**The data**
________

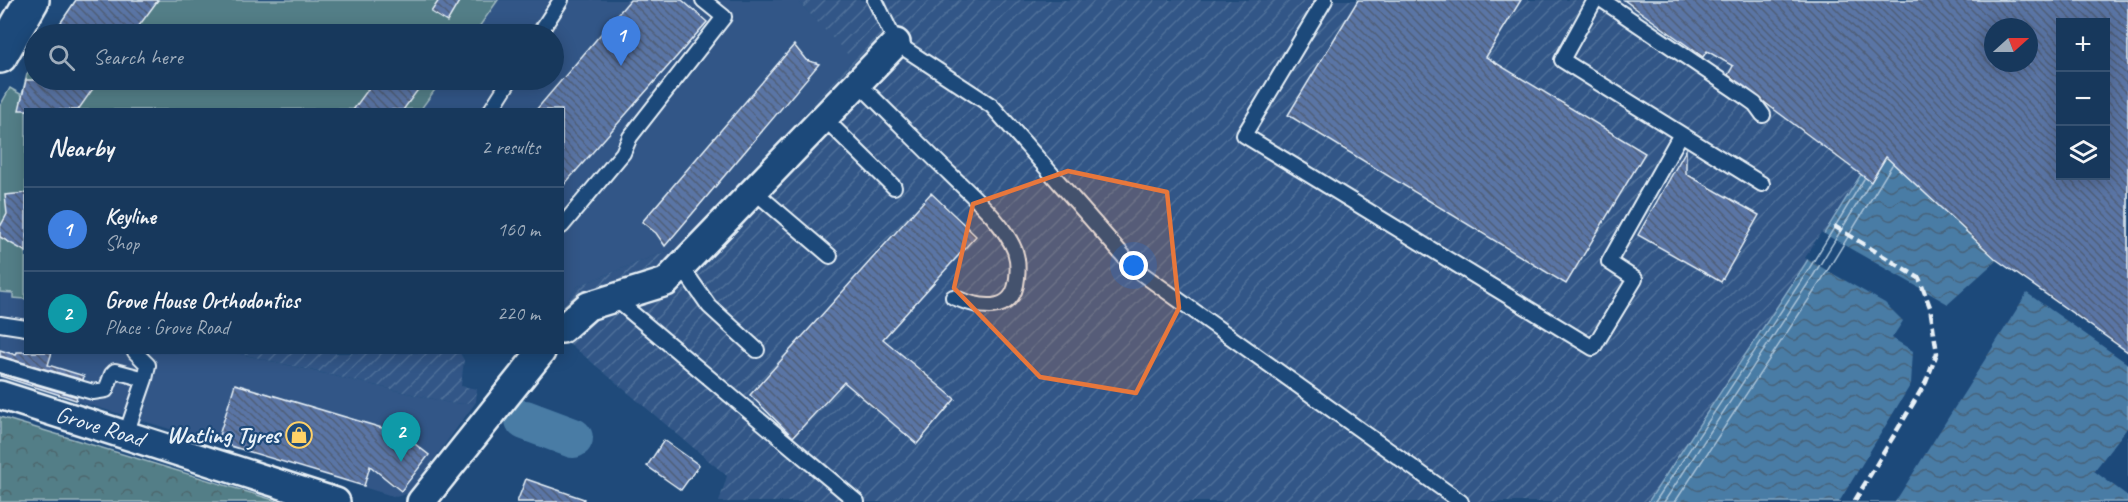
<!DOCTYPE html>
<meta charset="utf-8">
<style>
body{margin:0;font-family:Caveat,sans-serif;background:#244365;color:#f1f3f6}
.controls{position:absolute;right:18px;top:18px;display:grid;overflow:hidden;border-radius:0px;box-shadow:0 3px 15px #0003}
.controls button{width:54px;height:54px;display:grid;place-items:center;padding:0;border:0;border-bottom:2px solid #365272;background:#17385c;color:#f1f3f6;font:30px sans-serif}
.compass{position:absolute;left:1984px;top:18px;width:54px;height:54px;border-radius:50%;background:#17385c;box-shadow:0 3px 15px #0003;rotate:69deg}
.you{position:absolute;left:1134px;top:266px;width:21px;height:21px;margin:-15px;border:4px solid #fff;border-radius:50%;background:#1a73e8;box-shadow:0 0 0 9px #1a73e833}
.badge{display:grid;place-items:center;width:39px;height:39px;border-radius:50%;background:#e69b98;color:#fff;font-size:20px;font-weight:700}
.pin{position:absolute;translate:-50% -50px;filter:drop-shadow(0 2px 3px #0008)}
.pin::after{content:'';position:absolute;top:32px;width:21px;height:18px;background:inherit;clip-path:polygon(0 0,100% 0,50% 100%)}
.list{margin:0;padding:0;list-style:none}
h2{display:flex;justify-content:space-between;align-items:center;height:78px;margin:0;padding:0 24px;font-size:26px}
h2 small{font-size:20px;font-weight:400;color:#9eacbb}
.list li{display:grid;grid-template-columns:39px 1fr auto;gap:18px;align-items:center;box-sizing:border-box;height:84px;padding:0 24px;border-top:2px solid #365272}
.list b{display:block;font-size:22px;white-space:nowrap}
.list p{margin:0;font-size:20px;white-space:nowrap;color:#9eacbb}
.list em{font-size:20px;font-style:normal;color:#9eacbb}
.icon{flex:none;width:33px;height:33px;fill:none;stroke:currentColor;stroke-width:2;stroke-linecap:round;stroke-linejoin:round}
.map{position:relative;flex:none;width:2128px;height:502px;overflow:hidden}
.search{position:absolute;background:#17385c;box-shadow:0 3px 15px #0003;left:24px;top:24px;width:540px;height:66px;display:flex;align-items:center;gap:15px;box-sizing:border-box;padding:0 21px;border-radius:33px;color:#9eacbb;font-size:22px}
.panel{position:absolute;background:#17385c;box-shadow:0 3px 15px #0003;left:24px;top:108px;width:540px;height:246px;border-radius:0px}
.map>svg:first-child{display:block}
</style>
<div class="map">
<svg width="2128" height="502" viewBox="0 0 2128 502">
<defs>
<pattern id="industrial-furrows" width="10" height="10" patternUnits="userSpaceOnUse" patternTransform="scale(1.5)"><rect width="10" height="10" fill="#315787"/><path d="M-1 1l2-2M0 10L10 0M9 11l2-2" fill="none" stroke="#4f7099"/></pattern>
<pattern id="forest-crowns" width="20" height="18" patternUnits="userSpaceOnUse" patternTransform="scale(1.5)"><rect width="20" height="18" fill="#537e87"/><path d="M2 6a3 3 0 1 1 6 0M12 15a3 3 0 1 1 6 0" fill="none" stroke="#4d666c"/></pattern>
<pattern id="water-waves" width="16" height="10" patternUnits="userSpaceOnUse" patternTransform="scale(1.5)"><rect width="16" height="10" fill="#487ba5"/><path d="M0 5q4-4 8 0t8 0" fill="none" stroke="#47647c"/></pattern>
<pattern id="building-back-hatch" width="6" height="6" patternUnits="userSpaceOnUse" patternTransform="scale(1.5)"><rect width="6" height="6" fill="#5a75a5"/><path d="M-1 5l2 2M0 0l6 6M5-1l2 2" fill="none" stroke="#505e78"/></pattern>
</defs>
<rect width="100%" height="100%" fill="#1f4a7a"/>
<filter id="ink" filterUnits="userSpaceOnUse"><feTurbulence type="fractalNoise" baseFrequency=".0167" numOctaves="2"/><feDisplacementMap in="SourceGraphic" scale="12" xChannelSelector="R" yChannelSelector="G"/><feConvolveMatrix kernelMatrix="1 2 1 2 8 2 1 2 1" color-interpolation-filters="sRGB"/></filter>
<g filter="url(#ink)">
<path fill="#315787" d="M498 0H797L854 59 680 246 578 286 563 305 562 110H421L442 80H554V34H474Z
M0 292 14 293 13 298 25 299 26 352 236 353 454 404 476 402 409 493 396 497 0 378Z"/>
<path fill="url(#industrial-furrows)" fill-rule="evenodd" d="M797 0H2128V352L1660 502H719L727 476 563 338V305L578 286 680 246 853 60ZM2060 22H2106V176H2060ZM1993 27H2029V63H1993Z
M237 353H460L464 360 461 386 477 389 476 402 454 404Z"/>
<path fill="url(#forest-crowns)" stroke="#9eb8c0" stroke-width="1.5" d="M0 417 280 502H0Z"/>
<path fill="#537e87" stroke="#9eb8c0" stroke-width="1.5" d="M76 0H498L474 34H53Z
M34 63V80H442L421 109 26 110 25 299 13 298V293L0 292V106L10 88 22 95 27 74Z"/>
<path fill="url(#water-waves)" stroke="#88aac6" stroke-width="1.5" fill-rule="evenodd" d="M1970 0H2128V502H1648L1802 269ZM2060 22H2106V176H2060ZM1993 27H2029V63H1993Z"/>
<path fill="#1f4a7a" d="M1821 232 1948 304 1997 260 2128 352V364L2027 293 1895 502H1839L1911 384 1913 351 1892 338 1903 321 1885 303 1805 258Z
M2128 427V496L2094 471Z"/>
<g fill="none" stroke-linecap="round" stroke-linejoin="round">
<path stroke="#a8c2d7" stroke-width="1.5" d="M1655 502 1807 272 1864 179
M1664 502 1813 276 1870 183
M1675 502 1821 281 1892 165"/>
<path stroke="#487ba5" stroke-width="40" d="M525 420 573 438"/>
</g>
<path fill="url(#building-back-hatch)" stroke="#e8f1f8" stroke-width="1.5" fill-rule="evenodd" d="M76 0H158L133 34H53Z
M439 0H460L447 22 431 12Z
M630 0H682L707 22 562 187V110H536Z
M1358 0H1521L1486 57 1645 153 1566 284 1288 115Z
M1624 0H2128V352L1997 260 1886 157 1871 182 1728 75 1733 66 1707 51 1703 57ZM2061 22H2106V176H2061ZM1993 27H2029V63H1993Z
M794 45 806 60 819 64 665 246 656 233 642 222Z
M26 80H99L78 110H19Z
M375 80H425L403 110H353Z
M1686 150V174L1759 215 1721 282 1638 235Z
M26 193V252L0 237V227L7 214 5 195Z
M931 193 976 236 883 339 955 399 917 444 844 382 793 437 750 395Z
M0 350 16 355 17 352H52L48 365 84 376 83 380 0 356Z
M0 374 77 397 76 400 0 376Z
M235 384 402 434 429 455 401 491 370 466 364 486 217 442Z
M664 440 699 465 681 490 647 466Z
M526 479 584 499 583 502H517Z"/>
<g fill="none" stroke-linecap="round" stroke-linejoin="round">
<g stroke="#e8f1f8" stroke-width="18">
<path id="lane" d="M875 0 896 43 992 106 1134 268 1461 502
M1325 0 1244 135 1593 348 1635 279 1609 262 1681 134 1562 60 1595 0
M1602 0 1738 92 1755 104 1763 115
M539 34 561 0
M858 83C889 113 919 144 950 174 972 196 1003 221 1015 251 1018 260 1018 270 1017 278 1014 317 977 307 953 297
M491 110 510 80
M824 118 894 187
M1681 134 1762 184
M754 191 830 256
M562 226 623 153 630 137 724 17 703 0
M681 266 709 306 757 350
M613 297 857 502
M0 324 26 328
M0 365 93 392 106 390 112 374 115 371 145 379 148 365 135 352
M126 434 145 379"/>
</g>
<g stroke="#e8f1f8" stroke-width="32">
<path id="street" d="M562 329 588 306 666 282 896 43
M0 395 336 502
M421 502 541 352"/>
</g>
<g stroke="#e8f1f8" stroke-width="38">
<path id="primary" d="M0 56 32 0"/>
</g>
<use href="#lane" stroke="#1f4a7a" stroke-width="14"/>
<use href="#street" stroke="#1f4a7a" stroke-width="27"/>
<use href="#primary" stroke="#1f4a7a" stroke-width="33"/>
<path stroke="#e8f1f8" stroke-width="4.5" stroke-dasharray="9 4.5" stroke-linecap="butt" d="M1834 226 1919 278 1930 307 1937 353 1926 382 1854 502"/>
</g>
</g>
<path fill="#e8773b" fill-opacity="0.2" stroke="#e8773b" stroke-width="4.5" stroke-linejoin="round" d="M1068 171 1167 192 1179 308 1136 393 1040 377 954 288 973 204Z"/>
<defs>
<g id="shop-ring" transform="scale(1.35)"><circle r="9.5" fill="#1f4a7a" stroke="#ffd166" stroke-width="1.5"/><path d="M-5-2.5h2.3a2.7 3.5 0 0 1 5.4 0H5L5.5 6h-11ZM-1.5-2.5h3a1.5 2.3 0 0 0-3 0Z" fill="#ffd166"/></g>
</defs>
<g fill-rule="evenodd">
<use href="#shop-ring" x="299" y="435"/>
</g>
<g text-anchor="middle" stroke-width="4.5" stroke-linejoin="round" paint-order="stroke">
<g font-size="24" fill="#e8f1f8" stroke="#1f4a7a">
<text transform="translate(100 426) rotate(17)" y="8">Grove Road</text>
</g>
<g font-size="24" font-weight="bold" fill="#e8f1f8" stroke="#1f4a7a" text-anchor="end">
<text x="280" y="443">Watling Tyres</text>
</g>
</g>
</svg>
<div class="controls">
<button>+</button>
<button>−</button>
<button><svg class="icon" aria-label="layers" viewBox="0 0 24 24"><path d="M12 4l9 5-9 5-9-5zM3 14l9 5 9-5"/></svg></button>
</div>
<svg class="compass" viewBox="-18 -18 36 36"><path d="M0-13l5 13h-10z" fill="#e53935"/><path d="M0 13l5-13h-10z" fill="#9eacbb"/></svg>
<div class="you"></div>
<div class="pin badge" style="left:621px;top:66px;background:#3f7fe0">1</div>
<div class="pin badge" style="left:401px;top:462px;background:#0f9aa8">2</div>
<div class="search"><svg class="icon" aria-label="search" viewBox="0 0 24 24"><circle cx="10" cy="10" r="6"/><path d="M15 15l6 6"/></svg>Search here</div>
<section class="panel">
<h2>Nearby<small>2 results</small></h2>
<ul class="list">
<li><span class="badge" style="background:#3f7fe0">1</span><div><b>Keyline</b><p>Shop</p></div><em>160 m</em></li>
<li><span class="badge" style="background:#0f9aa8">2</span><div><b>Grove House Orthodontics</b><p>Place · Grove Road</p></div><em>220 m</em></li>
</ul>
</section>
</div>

________

**Activity**
If a line above includes the string "white", pick it out.

**Answer for this exercise**
.list b{display:block;font-size:22px;white-space:nowrap}
.list p{margin:0;font-size:20px;white-space:nowrap;color:#9eacbb}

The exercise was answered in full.